Gibt es eine Faustformel für die Ringeinteilung?

Besten Dank schonmal


----------



## Bondex (7. Dezember 2004)

*AW: Spinnrute Ringe Einteilung*

Wilkommen hier on Board. Darüber wurde hier schon einiges beschrieben. Es gibt gewisse Formeln um den perfekten Sitz zu bestimmen. Jeder hat aber andere Vorstellungen wie die Rute bestückt sein sollte. Als Maßstab könntest Du aber auch eine schon vorhandene Rute nehmen.


----------



## Big Fins (8. Dezember 2004)

*AW: Spinnrute Ringe Einteilung*

Hi, ich habe selbst nun schon 4 Ruten neu beringt und bin immer nach meinem Augenmaß vorgegangen, auch bei der Einteilung der Ringe. Der Tip mit der anderen Rute von _Bondex_ ist gut. 
Die ausgesuchten Stellen mit Tesa markieren und dann den Ring mit wenig Sekundenkleber leicht fixieren, aber immer nur mit einem, sonst reißt Du die anderen wieder ab beim binden.
Auf jedenfall mußt Du die beachten, wie sie vorher beringt war, da es bei gebogener drehung der Rute eine spürbare "Verhärtung" gibt.

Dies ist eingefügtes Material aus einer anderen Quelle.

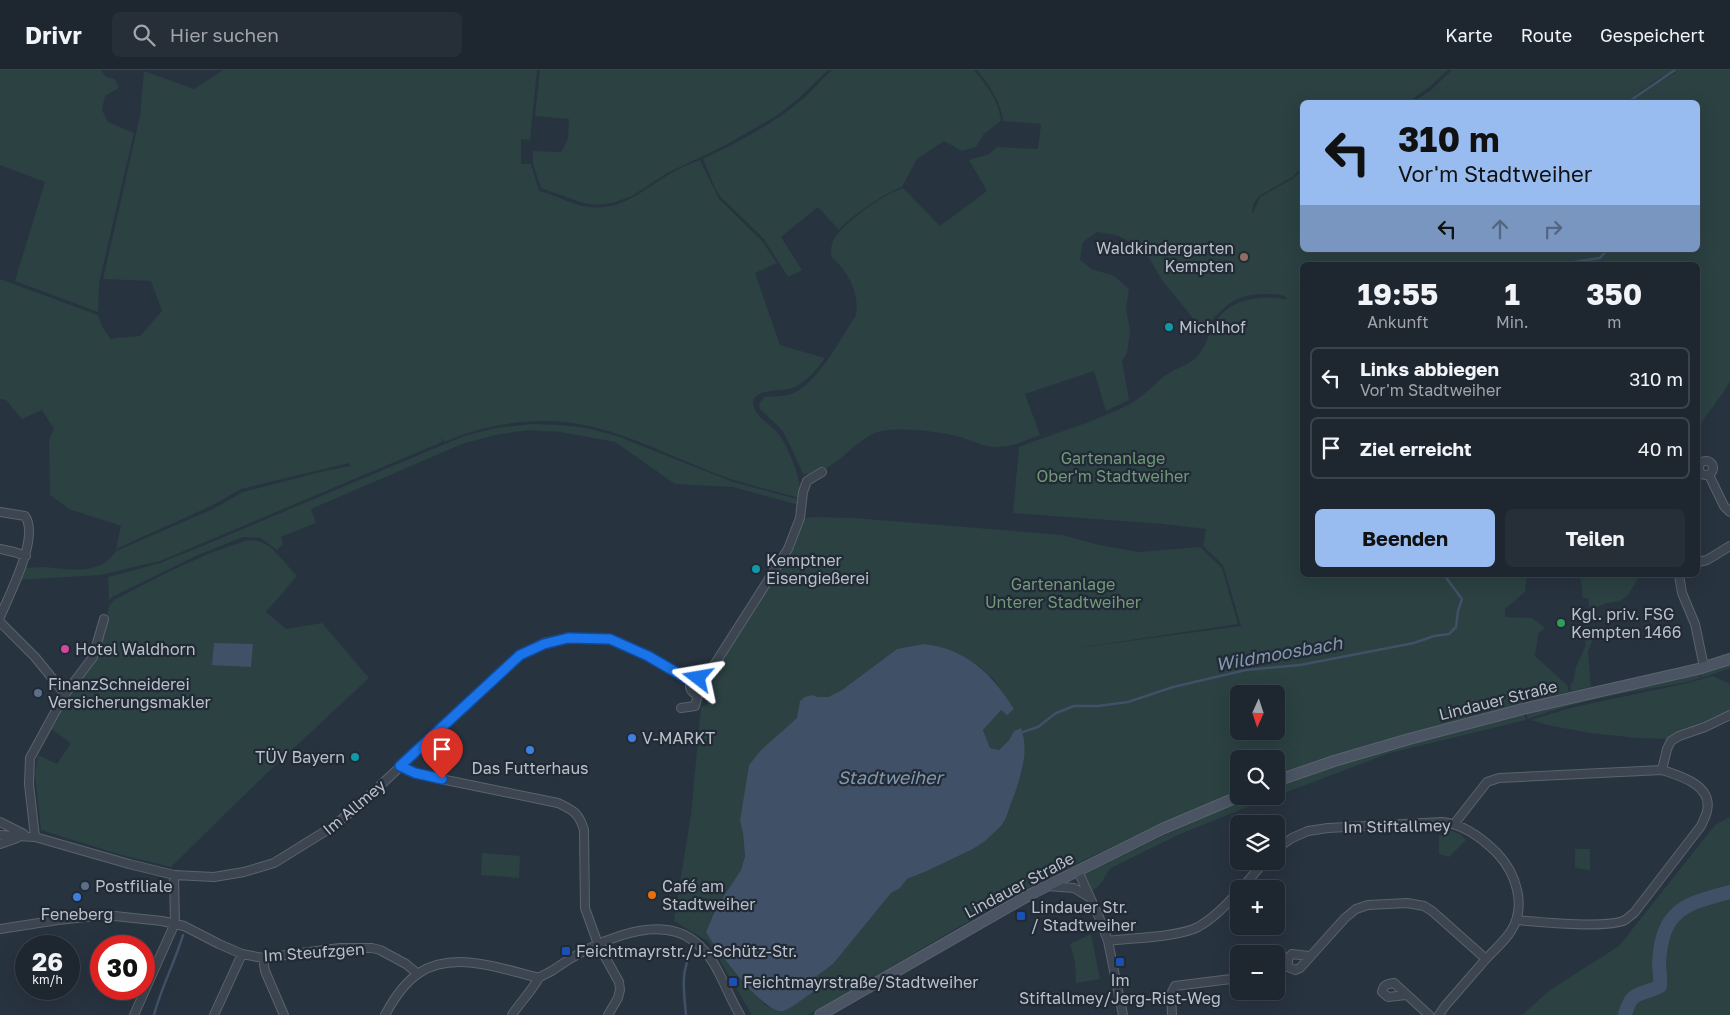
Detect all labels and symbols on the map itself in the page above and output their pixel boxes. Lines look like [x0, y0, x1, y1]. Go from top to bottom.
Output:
place label: Waldkindergarten Kempten [1096, 238, 1234, 276]
marker: Waldkindergarten Kempten [1238, 251, 1250, 263]
place label: Michlhof [1179, 317, 1246, 337]
marker: Michlhof [1163, 321, 1175, 333]
park label: Gartenanlage Ober'm Stadtweiher [1036, 448, 1190, 486]
place label: Kemptner Eisengießerei [766, 550, 869, 588]
marker: Kemptner Eisengießerei [750, 563, 762, 575]
park label: Gartenanlage Unterer Stadtweiher [985, 574, 1141, 612]
place label: Kgl. priv. FSG Kempten 1466 [1571, 604, 1681, 642]
marker: Kgl. priv. FSG Kempten 1466 [1555, 617, 1567, 629]
water label: Wildmoosbach [1214, 631, 1345, 675]
place label: Hotel Waldhorn [75, 639, 196, 659]
marker: Hotel Waldhorn [59, 643, 71, 655]
position arrow [671, 651, 723, 703]
place label: FinanzSchneiderei Versicherungsmakler [48, 674, 211, 712]
street label: Lindauer Straße [1437, 676, 1559, 724]
north arrow [1230, 685, 1285, 740]
marker: FinanzSchneiderei Versicherungsmakler [32, 687, 44, 699]
pin [421, 728, 463, 779]
place label: V-MARKT [642, 728, 715, 748]
marker: V-MARKT [626, 732, 638, 744]
marker: Das Futterhaus [524, 744, 536, 756]
place label: TÜV Bayern [255, 747, 345, 767]
marker: TÜV Bayern [349, 751, 361, 763]
place label: Das Futterhaus [471, 758, 589, 778]
water label: Stadtweiher [837, 766, 946, 788]
street label: Im Allmey [318, 775, 390, 839]
street label: Im Stiftallmey [1343, 815, 1451, 837]
street label: Lindauer Straße [961, 848, 1077, 922]
place label: Postfiliale [95, 876, 173, 896]
place label: Café am Stadtweiher [662, 876, 756, 914]
marker: Postfiliale [79, 880, 91, 892]
marker: Café am Stadtweiher [646, 889, 658, 901]
marker: Feneberg [71, 891, 83, 903]
place label: Lindauer Str. / Stadtweiher [1031, 897, 1136, 935]
place label: Feneberg [41, 904, 113, 924]
marker: Lindauer Str. / Stadtweiher [1015, 910, 1027, 922]
speed limit sign: 30 [90, 935, 155, 1000]
street label: Im Steufzgen [263, 938, 365, 966]
place label: Feichtmayrstr./J.-Schütz-Str. [576, 941, 797, 961]
marker: Feichtmayrstr./J.-Schütz-Str. [560, 945, 572, 957]
marker: Im Stiftallmey/Jerg-Rist-Weg [1114, 956, 1126, 968]
place label: Im Stiftallmey/Jerg-Rist-Weg [1019, 970, 1221, 1008]
place label: Feichtmayrstraße/Stadtweiher [743, 972, 979, 992]
marker: Feichtmayrstraße/Stadtweiher [727, 976, 739, 988]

Die gehört allgemein auf die Unterseite der Rute, ansonsten könnte die Rute brechen/Schaden nehmen.
Es gibt spezielles Bindegarn und beim Lack hab ich immer nur 2-Komponentenlack/Bindelack von Jenzi benutzt.
Alles in allem keine einfache Sache, daher Versuch dich erst mal an einer alten Rute mit alten Ringen zum Üben.


----------



## Franky (8. Dezember 2004)

*AW: Spinnrute Ringe Einteilung*

Moin ischmail,

ich habe eine Exceltabelle gebastelt, wo ich Anzahl der Ringe und den Abstand Leit-Spitzenring angeben kann, und "man" mir die einzelnen Abstände nach eine Formel (nee, nich e = m*c² ) anzeigt. Als Näherung zu gebrauchen, meine "Umbauten" habe ich damit beringt und bin durchaus zufrieden! (um nicht zu sagen "sehr" zufrieden! )

Wenn Du den Abstand von Rollenhalterunterkante zum Leitring hast, ergibt die die Restlänge automatisch... Sach denn mal bescheid - ich werf die Mühle an und hau die Ergebnisse hier rein...


----------



## Franky (8. Dezember 2004)

*AW: Spinnrute Ringe Einteilung*

Nur mal eben ein Beispiel:
Grifflänge: ca. 40 cm
Abstand Rollenhalter - Leitring: ca 70 cm
Abstand Spitzenring - Leitring: ca. 160 cm

Abstand Leitring - Spitzenring [cm]	160 cm
Anzahl der Ringe (ohne Spitzenring)	6
Beringung 6 + 1: (Abstände jeweils vom Spitzenring)
1. Ring	15,56 cm 
2. Ring	35,56 cm
3. Ring	60,00 cm
4. Ring	88,89 cm
5. Ring	122,22 cm
6. Ring	160,00 cm

Was das natürlich beeinflusst, ist die Teilung des Blanks.... Das kannst Du aber dann über den Abstand Rollenhalterfuß - Leitring beeinflussen!


----------



## Big Fins (8. Dezember 2004)

*AW: Spinnrute Ringe Einteilung*

Eben, nicht jede Rute hat den gleichen Abstand bei der Teilung und bei den Griffen und Rollenhaltern siehts ja noch "besser" aus. 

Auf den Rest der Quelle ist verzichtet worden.